We also fail when we teach any type of cultural competency training within our department, and letting people understand that this is going to impact your communication skills in a positive way. We don’t teach that. We just stick it in with verbal judo: “Always say please.” It’s good, but we are not teaching anything about different cultures. St Louis is a diverse place. It’s an amazing place. We need to be able to learn how to talk to everybody. We need to meet people where they are when we talk to them. We need to understand people in the places where they are.
Police reform looks like disciplining officers when they need to be disciplined. It looks like not being beholden to your national police union. We are getting rid of the bad officers when they need to be terminated. That allows the public to begin to trust us again. We’re tremendously failing on that part.

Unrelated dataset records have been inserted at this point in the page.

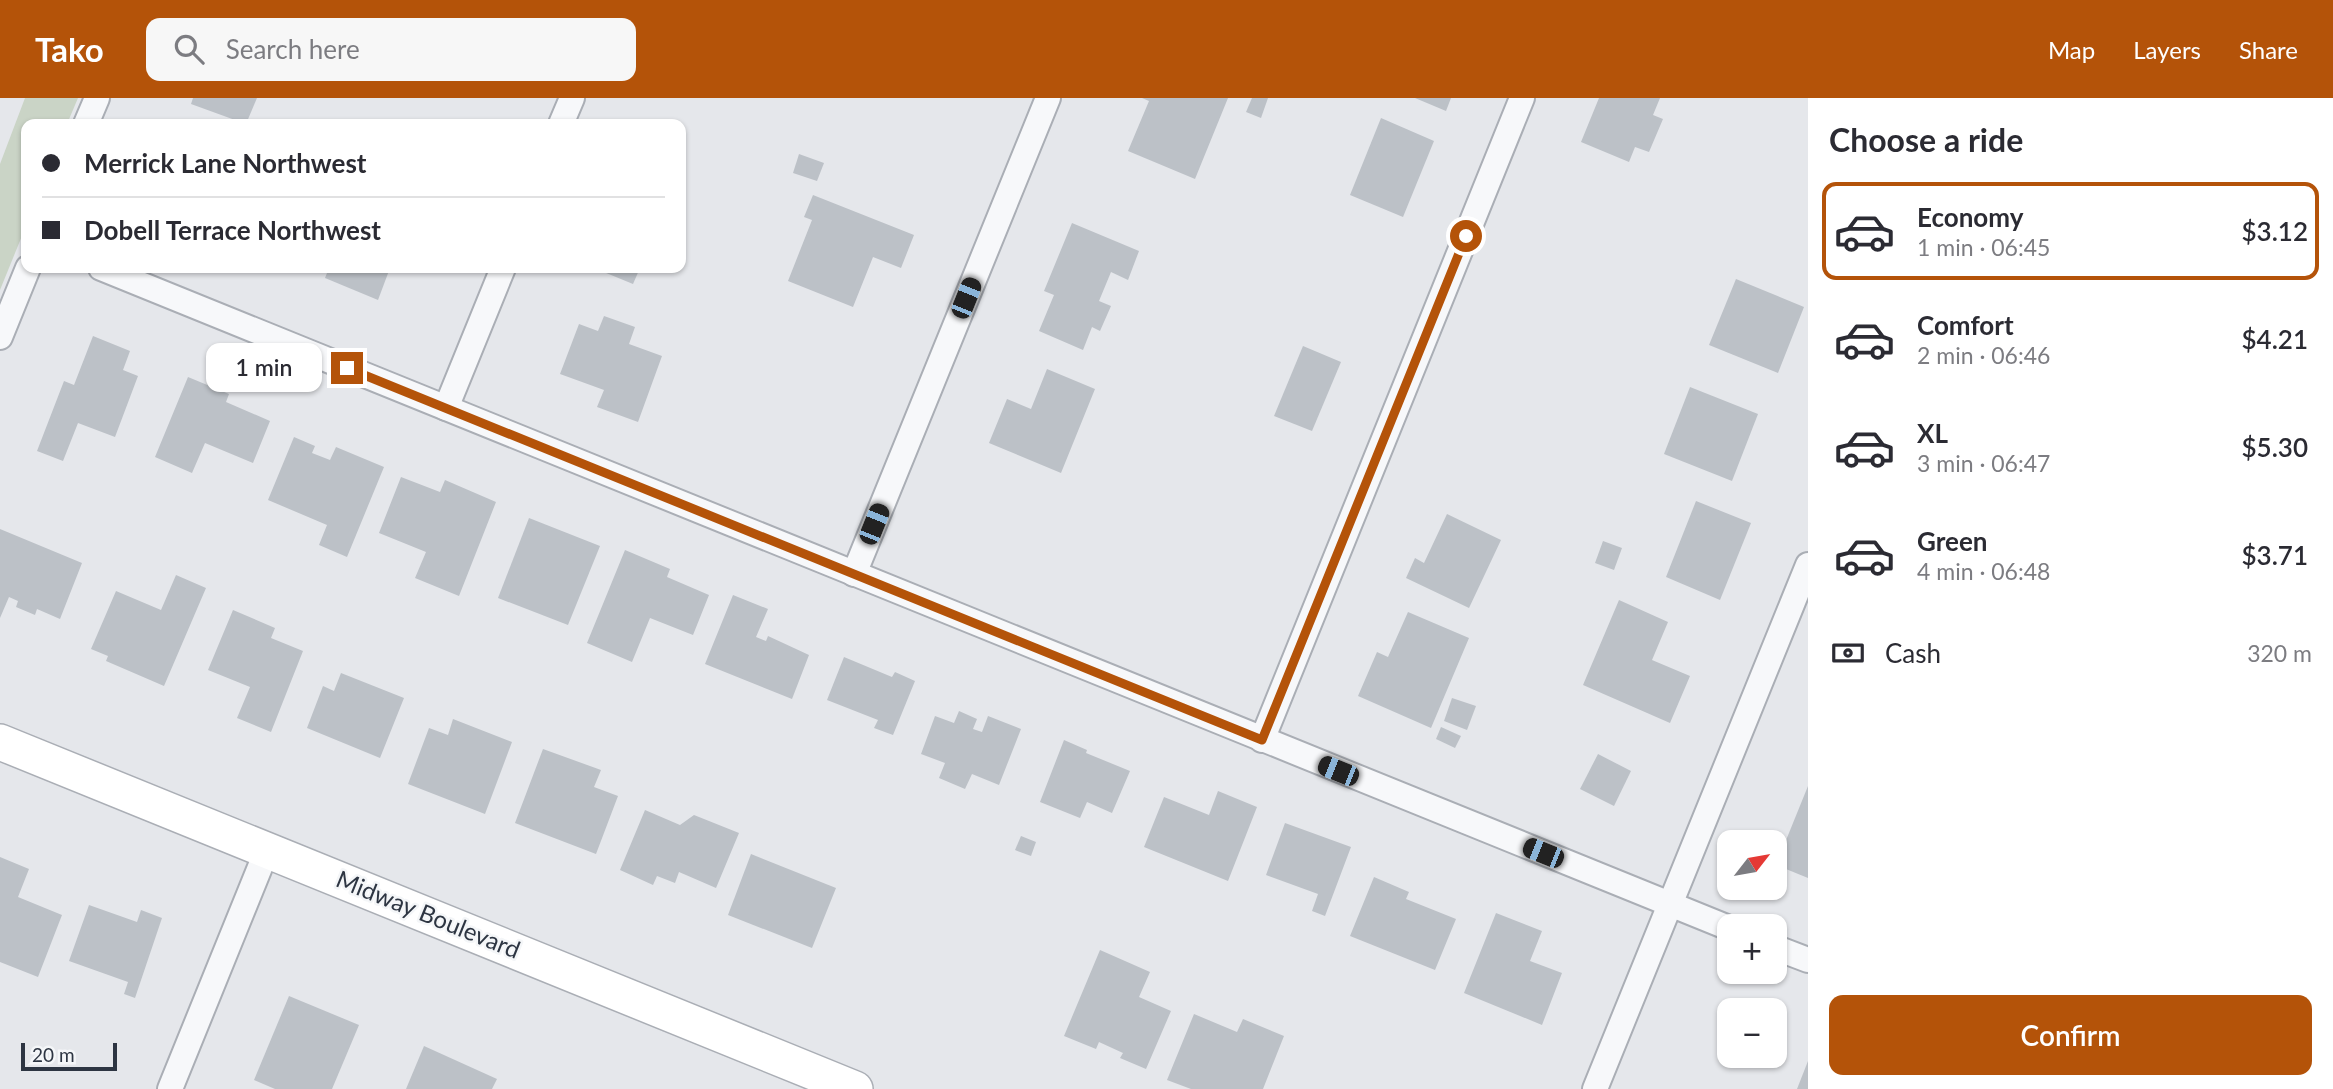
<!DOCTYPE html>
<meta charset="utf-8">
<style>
:root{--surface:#fff;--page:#f7f7f7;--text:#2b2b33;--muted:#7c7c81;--line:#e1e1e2;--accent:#b45309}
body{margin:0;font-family:Lato,sans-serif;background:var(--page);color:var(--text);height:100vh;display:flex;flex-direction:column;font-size:26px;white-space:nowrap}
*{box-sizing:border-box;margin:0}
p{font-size:23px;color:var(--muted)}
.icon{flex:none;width:38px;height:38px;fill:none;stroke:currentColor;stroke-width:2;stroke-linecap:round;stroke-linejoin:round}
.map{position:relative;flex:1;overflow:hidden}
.drawer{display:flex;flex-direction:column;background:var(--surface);width:525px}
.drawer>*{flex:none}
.hud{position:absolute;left:21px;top:21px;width:665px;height:154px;border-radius:14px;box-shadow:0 2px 5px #0004;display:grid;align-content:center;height:154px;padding:0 21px;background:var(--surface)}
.needle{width:46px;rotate:59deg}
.fabs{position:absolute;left:1717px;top:732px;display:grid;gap:14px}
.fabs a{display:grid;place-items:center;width:70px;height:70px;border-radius:14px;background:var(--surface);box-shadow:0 2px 5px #0004;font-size:35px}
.scale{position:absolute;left:21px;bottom:18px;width:96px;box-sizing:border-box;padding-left:7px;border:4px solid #2d3542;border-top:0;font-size:19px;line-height:24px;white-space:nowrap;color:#2d3542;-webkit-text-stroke:5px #f4f6f8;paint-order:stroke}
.end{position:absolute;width:32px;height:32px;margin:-16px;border:9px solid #b45309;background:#fff;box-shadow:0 0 0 4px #fff}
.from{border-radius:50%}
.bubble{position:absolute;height:49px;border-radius:14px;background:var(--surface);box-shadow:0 2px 5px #0004;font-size:23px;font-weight:600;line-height:49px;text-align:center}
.car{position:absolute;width:21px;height:42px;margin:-21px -10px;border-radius:9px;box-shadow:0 0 5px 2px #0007;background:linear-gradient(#222 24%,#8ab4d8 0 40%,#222 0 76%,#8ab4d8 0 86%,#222 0)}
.hud b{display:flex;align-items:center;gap:24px;height:66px;font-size:26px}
.hud b+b{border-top:2px solid var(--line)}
.hud i{width:18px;height:18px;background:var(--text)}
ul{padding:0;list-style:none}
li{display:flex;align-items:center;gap:21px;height:98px;margin:0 14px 10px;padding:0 7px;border:4px solid transparent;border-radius:14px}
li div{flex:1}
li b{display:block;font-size:26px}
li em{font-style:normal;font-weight:600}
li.current{border-color:var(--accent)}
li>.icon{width:63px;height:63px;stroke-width:1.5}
h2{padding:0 21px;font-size:32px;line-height:84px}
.pay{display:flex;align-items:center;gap:18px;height:77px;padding:0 21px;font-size:26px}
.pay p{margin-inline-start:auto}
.cta{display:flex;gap:14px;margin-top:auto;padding:14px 21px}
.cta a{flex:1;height:80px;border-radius:14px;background:var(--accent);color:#fff;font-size:28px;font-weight:600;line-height:80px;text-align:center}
header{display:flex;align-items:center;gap:42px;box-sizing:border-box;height:98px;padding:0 35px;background:var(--accent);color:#fff}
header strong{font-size:33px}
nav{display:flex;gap:38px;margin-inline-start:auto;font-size:24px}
.search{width:490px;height:63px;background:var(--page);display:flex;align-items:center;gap:18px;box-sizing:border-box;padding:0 24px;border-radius:14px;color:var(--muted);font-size:26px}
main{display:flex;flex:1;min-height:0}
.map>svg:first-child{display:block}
.green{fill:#cad4c6}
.building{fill:#bcc1c7}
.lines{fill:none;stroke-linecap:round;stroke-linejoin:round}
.street-casing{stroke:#aaaeb5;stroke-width:28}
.secondary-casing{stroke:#aaaeb5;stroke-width:38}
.street{stroke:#f7f8fa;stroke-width:24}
.secondary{stroke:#fff;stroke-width:35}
.route{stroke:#b45309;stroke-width:9}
.labels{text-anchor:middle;stroke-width:5;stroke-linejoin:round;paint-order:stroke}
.street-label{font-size:24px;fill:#2d3542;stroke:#f4f6f8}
</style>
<header>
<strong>Tako</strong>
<div class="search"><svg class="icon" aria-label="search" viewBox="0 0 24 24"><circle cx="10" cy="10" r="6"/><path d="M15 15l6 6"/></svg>Search here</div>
<nav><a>Map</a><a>Layers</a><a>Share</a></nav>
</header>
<main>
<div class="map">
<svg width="1808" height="991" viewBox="0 0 1808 991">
<rect width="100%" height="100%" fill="#e5e7eb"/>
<polygon class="green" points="25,0 78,0 67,26 26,26 26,128 0,192 0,66"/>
<g class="building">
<polygon points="193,0 257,0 246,26 191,6"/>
<polygon points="1142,0 1228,0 1195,81 1128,53 1149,3"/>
<polygon points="1252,0 1268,0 1261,20 1246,14"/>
<polygon points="1415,0 1451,0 1446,13"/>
<polygon points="1599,0 1660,0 1653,17 1663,21 1649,54 1635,49 1629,64 1581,44"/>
<polygon points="1381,20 1434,43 1403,119 1350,97"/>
<polygon points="799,56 824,65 817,83 793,75"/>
<polygon points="813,97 914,137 901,170 873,159 853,209 788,183 812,122 804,119"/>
<polygon points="1072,125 1139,153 1128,182 1111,174 1099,203 1111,208 1100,233 1092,229 1083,252 1039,233 1054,197 1044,193"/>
<polygon points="329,170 390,170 378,202 325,180"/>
<polygon points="594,170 640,170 633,186"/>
<polygon points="1736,181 1804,209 1778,275 1709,247"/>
<polygon points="604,218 635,229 629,246 662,258 638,324 597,309 604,292 560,276 579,226 598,233"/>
<polygon points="93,238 130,253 123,272 138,278 115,339 78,325 63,363 37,353 64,283 74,287"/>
<polygon points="1303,248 1341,264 1312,333 1274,318"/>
<polygon points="1047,271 1095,291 1061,375 989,345 1007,301 1031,311"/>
<polygon points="188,279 229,296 226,304 270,323 253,365 205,345 192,375 155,359"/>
<polygon points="1690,289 1758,316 1732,383 1664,356"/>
<polygon points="294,339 315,348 312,355 330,362 336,349 384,369 347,459 319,447 327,427 268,402"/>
<polygon points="401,379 440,394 445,382 496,404 459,498 415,480 426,454 379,435"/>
<polygon points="1696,403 1751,425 1720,502 1666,479"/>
<polygon points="1447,416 1501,442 1469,510 1406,480 1415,460 1424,465"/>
<polygon points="529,420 600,448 568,527 498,500"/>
<polygon points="0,431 82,465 60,521 37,511 35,517 16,509 18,503 9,499 0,520"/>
<polygon points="1603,443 1622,450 1614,472 1595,465"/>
<polygon points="625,452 670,471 667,479 709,497 693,537 650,520 632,564 587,545"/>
<polygon points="176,477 206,490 164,588 106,563 108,558 91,551 116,493 161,512"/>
<polygon points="733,497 768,511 756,539 766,543 768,538 809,557 792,601 705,566"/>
<polygon points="1619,502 1668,524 1652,562 1690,578 1670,625 1583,587"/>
<polygon points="233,512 275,530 271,540 303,553 271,634 237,620 250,589 208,572"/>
<polygon points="1408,514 1469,540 1431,630 1358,598 1377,554 1388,559"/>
<polygon points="844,559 892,579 895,574 915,583 893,637 874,630 878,622 827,602"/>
<polygon points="341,575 404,600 380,660 307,630 323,588 334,593"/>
<polygon points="1452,600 1476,608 1467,632 1444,623"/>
<polygon points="959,613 977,621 973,631 982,634 988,618 1021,631 999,687 972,676 965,691 939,680 945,665 921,656 935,618 954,625"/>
<polygon points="453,621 512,644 485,716 408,686 429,630 448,637"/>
<polygon points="1441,629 1461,638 1455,650 1436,641"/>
<polygon points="1064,642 1087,652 1086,655 1130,673 1112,715 1087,704 1080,720 1040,704"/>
<polygon points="543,651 601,672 594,689 618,698 596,756 515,725"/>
<polygon points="1598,656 1631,673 1614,708 1580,691"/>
<polygon points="1808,688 1808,780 1776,767"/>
<polygon points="1218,693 1257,709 1228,783 1144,749 1164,699 1209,717"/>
<polygon points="645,712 680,727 694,717 739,735 716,790 679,774 675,785 657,778 653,787 620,772"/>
<polygon points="1285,725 1351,749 1325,818 1312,813 1318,796 1266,777"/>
<polygon points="1021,738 1036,744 1031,758 1015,752"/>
<polygon points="751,756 836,790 812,850 728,817"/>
<polygon points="0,759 29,771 18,799 62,817 38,879 0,864"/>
<polygon points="1374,779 1409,794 1406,801 1456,821 1435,872 1350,838"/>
<polygon points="89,807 137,824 141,812 162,820 135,900 124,896 128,884 69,863"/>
<polygon points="1496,815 1542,833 1530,863 1562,875 1542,927 1464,895"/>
<polygon points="1100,852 1150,874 1139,899 1171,913 1146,971 1120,960 1123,955 1099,944 1096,951 1064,938"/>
<polygon points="289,898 359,927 332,991 275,991 254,982"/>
<polygon points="1194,916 1237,934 1243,921 1284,938 1263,991 1191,991 1167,982"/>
<polygon points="424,948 497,981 492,991 406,991"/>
<polygon points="1808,963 1808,991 1797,991"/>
</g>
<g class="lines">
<defs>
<g id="street">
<polyline points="86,26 97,0"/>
<polyline points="561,26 572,0"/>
<polyline points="101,170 1729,830"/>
<polyline points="0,239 28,170"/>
<polyline points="446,310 503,170"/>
<polyline points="854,476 1048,0"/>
<polyline points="1262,642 1522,0"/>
<polyline points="1774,849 1808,862"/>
<polyline points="170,991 267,752"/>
<polyline points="1595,991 1808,467"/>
</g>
<polyline id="secondary" points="0,644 855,991"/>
</defs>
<use href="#street" class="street-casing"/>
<use href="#secondary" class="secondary-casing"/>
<use href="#street" class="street"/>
<use href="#secondary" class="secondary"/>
</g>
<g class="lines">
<polyline class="route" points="347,270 1262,642 1466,138"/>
</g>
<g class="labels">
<g class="street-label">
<text transform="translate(428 817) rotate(22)" y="8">Midway Boulevard</text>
</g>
</g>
</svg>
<div class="fabs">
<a><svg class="needle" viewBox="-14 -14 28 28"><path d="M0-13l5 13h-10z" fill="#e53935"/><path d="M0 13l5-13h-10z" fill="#7c7c81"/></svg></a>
<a>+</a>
<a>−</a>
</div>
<div class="scale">20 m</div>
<i class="end from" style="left:1466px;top:138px"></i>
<i class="end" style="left:347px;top:270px"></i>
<div class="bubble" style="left:206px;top:245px;width:116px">1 min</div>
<i class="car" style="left:966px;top:200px;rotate:22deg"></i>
<i class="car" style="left:874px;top:426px;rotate:22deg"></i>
<i class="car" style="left:1338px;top:673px;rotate:292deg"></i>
<i class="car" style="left:1543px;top:755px;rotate:292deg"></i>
<div class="hud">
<b><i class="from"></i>Merrick Lane Northwest</b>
<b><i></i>Dobell Terrace Northwest</b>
</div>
</div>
<section class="drawer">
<h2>Choose a ride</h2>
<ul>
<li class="current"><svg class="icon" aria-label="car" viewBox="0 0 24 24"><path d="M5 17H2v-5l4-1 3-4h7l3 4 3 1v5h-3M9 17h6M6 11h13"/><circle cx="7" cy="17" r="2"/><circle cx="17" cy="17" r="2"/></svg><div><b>Economy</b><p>1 min · 06:45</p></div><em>$3.12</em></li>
<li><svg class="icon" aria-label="car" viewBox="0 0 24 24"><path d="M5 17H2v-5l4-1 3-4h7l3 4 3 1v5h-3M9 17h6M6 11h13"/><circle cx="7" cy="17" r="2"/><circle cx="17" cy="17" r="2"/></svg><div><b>Comfort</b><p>2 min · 06:46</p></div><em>$4.21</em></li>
<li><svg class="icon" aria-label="car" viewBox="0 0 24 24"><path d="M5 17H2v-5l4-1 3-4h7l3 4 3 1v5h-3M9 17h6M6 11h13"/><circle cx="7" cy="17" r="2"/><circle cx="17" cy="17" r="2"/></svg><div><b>XL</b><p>3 min · 06:47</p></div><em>$5.30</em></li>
<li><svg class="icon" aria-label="car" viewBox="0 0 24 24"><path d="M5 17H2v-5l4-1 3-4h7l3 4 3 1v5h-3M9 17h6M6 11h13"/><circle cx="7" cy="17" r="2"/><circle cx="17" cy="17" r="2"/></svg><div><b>Green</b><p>4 min · 06:48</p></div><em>$3.71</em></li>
</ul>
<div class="pay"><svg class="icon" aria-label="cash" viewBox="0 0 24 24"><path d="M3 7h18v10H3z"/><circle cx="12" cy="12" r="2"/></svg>Cash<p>320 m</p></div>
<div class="cta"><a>Confirm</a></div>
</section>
</main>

There have been large shows of support at protests, from different people, young and old, people of color and white people. Do you feel like this time is different from 2014 and 2017?
To be honest, there’s not too much of a difference. People are still upset. There’s not too much of a difference in people’s response to what is going on, and that shows we have not had as much progress as we would have liked to have in this country. If so, we wouldn’t be in this situation. Sometimes with police officers, you’ll see this battle. An incident of murder will come out, and you’ll see people begin to divide. You’ll see a person argue a situation from a legality aspect. They take the humanity out of it. We’re not able to see people as people, especially if they’re people of color. People are upset about that. We’re not being seen as a person. We’re not being seen, we’re not being heard, we’re not being valued. Imagine how hurtful it feels to hear someone say after we just witnessed somebody murdered, “Well, let’s just wait to see all of the facts come out.” That’s what black Americans are having to deal with.
There are people stating that “all cops are bad” and demanding that elected officials defund and dismantle police departments. How do you react to those people and their views?
I disagree. I don’t think that you can do away with the police. We do still have violent offenders on the street. We have to protect children, men, women, the elderly. You’re going to have violent criminals. But what we must know is that people are telling you that they need to dissolve police departments for a reason. It’s coming from a place of mistrust, a place of hurt. It’s coming from a place of feeling that police departments don’t protect them in the first place.
There are times when you have to completely destroy something. In this case, we just have to reform every aspect of it. It needs to be completely changed. It needs to have a huge shift within it. It will be painful, it will be hard, it will force Americans to look at ourselves in the mirror and understand our ugly past, not just the history we want to remember.